In Figure 3, we demonstrate a flow diagram to adhere to best practice guidelines in a multi-omics study for FAIR data sharing.
Figure 3. Flow diagram of best practice guideline in a multi-omics study for FAIR sharing. A multi-omic study entails data varied assays/sources/omics type, that can be integrated using various framework and tools. This process (represented in block with light-green) can be computationally intensive. As a by-product we get processed data, which can be taken forward to do multiple steps involving exploration, inferencing and interpretations. Sharing both the data and code alongside compute environment allows interoperability and non-reinventing the wheel. Here (represented in third block with light-purple), describes the open sharing of different components in a multi-omic project, the connected blocks that can eventually generate reproducible results in forms of reports for users.

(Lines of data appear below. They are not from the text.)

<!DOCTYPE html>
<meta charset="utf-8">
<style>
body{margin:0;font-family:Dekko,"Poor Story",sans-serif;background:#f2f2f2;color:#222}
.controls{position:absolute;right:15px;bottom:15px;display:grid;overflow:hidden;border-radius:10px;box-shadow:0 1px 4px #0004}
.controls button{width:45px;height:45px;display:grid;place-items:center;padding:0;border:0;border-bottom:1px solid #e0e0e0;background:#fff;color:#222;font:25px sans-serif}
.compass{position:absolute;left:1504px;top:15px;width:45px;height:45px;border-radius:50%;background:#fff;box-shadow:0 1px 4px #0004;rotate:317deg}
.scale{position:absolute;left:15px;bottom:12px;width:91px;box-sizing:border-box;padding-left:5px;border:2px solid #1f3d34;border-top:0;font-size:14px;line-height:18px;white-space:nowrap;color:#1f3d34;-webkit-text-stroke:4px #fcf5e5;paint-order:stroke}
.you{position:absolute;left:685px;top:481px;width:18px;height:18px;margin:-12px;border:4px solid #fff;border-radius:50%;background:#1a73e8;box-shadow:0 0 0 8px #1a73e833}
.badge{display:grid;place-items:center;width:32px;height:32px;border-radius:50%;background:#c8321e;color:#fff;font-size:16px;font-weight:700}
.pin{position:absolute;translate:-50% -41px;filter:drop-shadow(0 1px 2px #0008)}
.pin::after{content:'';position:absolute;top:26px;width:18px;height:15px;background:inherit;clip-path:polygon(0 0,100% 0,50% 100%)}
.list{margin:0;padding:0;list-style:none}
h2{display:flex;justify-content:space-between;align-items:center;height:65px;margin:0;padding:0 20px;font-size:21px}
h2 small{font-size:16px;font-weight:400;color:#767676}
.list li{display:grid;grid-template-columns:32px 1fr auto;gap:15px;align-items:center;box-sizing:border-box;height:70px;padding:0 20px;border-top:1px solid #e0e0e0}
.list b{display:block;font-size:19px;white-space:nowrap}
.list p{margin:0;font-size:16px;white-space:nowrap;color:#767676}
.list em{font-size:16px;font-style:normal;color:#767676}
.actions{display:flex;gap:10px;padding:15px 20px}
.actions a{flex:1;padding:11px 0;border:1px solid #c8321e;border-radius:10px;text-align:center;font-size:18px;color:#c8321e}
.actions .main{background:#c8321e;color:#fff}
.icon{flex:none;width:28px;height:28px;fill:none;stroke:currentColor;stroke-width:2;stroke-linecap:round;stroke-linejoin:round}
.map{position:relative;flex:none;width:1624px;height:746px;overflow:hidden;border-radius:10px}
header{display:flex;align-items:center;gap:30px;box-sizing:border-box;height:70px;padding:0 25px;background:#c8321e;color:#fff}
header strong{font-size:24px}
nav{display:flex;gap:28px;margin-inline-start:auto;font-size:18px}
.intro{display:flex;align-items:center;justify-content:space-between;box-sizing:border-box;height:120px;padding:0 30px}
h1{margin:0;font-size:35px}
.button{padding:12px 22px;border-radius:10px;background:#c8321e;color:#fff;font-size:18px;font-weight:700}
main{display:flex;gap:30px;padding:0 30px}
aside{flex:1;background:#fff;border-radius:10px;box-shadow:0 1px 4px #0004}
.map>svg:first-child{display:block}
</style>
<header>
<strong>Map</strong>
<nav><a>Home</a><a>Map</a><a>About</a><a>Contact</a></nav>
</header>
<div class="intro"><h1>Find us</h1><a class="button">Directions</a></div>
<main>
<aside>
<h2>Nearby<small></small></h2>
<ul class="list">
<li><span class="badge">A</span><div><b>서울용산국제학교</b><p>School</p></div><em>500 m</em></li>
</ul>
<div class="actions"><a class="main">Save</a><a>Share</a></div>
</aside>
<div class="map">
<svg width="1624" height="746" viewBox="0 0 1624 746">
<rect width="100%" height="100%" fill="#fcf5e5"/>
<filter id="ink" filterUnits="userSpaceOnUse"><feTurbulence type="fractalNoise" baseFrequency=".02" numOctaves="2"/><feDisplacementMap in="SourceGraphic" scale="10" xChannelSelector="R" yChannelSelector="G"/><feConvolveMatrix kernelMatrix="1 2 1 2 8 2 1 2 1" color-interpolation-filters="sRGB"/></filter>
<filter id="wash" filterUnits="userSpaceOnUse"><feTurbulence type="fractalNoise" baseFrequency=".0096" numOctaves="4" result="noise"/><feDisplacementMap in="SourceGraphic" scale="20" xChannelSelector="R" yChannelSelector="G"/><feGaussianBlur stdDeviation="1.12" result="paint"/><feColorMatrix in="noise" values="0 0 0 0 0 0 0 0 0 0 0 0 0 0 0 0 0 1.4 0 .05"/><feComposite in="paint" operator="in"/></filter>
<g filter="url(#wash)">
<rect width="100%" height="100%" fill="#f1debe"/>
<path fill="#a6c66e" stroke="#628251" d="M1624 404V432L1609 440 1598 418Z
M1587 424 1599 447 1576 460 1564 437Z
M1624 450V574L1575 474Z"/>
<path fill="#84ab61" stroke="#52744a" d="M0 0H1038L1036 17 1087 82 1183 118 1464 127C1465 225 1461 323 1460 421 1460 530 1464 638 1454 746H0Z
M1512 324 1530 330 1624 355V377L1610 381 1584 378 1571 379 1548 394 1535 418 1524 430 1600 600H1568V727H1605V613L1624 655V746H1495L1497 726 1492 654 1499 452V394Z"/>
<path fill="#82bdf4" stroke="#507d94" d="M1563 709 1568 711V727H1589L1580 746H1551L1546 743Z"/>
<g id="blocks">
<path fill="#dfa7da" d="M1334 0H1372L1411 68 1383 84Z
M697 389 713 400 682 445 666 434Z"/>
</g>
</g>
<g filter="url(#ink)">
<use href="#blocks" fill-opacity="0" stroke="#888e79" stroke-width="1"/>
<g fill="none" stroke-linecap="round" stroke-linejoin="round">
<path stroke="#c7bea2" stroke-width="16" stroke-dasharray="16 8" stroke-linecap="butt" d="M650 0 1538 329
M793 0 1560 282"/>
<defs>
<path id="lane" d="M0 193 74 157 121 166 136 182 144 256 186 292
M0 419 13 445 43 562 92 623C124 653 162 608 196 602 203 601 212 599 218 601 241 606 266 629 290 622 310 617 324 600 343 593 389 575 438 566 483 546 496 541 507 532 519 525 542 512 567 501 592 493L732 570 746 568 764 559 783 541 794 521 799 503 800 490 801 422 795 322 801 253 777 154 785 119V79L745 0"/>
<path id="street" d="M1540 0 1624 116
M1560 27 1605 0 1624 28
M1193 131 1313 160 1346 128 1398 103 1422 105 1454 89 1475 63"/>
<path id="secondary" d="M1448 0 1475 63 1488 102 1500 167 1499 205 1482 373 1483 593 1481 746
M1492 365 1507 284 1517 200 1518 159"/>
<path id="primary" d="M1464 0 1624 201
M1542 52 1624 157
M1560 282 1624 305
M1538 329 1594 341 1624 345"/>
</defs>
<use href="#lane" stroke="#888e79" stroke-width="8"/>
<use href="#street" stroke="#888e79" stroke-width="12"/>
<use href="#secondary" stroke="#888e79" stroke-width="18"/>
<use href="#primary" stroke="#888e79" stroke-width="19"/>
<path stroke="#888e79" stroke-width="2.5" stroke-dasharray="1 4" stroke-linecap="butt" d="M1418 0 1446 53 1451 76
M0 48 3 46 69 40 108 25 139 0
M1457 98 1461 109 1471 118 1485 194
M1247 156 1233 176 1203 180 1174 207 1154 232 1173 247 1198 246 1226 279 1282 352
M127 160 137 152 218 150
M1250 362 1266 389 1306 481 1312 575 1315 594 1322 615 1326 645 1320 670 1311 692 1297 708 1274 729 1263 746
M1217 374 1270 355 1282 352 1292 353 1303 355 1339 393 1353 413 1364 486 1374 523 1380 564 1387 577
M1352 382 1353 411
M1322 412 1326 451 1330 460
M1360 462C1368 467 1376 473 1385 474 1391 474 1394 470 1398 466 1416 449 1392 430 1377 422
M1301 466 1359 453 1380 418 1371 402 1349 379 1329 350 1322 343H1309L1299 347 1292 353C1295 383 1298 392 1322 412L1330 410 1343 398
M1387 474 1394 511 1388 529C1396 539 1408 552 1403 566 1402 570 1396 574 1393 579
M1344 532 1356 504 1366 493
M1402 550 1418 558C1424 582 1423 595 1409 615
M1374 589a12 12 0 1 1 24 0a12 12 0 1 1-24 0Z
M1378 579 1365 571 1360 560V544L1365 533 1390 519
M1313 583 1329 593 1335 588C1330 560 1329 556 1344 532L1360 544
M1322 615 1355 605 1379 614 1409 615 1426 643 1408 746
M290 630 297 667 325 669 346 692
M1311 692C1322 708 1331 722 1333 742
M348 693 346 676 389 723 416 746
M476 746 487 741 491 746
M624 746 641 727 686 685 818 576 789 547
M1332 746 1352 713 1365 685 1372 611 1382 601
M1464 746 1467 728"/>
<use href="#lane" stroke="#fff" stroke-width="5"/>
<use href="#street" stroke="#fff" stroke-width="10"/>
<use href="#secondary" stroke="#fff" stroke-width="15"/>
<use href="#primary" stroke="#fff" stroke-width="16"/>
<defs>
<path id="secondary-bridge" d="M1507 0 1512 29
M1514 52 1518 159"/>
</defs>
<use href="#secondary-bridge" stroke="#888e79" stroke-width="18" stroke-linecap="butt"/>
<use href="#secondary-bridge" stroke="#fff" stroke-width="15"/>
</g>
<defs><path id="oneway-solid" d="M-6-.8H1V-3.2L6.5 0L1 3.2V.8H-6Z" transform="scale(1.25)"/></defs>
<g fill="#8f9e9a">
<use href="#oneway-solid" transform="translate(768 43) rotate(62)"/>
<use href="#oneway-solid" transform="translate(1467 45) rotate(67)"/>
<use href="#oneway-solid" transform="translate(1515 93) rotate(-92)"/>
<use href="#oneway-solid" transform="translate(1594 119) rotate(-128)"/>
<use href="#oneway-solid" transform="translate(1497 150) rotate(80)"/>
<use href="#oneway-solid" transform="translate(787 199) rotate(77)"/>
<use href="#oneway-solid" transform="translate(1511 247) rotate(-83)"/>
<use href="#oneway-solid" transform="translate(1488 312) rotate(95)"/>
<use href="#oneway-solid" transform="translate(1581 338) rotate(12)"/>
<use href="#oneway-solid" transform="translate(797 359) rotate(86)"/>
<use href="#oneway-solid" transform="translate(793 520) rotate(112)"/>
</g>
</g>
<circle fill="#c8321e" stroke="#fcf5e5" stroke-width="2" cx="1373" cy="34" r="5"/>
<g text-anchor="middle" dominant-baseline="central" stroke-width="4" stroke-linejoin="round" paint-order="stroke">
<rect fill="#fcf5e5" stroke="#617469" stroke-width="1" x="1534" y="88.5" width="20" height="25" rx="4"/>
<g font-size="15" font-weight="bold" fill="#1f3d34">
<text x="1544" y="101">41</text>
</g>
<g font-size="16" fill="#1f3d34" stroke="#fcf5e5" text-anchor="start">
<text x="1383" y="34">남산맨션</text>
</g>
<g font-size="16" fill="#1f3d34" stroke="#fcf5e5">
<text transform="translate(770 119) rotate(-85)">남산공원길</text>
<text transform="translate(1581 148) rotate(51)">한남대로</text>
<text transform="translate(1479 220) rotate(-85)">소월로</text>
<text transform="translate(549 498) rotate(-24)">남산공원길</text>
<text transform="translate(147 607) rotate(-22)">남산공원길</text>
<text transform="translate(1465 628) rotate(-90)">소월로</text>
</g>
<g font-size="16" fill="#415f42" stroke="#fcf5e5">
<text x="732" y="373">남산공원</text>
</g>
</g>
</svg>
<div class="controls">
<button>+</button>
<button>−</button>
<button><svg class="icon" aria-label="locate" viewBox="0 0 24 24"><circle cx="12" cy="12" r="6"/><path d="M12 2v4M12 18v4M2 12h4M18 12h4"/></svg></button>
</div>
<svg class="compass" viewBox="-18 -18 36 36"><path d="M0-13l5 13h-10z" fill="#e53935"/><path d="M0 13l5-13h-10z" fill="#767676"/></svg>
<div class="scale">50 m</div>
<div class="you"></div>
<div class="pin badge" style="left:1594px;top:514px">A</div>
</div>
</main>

Before you Start: The Need for Consultation and Pilot Data Upfront
Only a robust study design can lead to error-free execution of a multi-omics workflow. Though there are several proposed study design considerations and guidelines available for individual omics in genomics (Honaas et al., 2016) and metabolomics (Chu et al., 2019), such comprehensive guidelines are not developed for multi-omic studies to our knowledge. It is not surprising that the study design guidelines for individual omics vary in scope and coverage since each omic field faces different challenges and opportunities. Without proper experimental design, poorly planned multi-omics efforts lead to analytical complexity, non-informative inferencing, exclusion of tangible interpretations, overriding true biological signals, and eventually feed into the reproducibility crises plaguing high throughput omics domains. Some of the considerations needed to overcome these issues include: (a) careful assessment of statistical power and effect size appropriate to the experimental design, (b) identification of confounders (e.g., sex, age, input materials) inherent to the data, biases (e.g., replicates: biological and technical) and sources of variations (e.g., batch, analytical, unwanted) that are anticipated in the course of data generation, (c) quality assurance (QA) and quality control (QC) measures that are associated with individual omics data generation and analytical platforms and (d) cross-validation measures implemented in cases of unavoidable biases.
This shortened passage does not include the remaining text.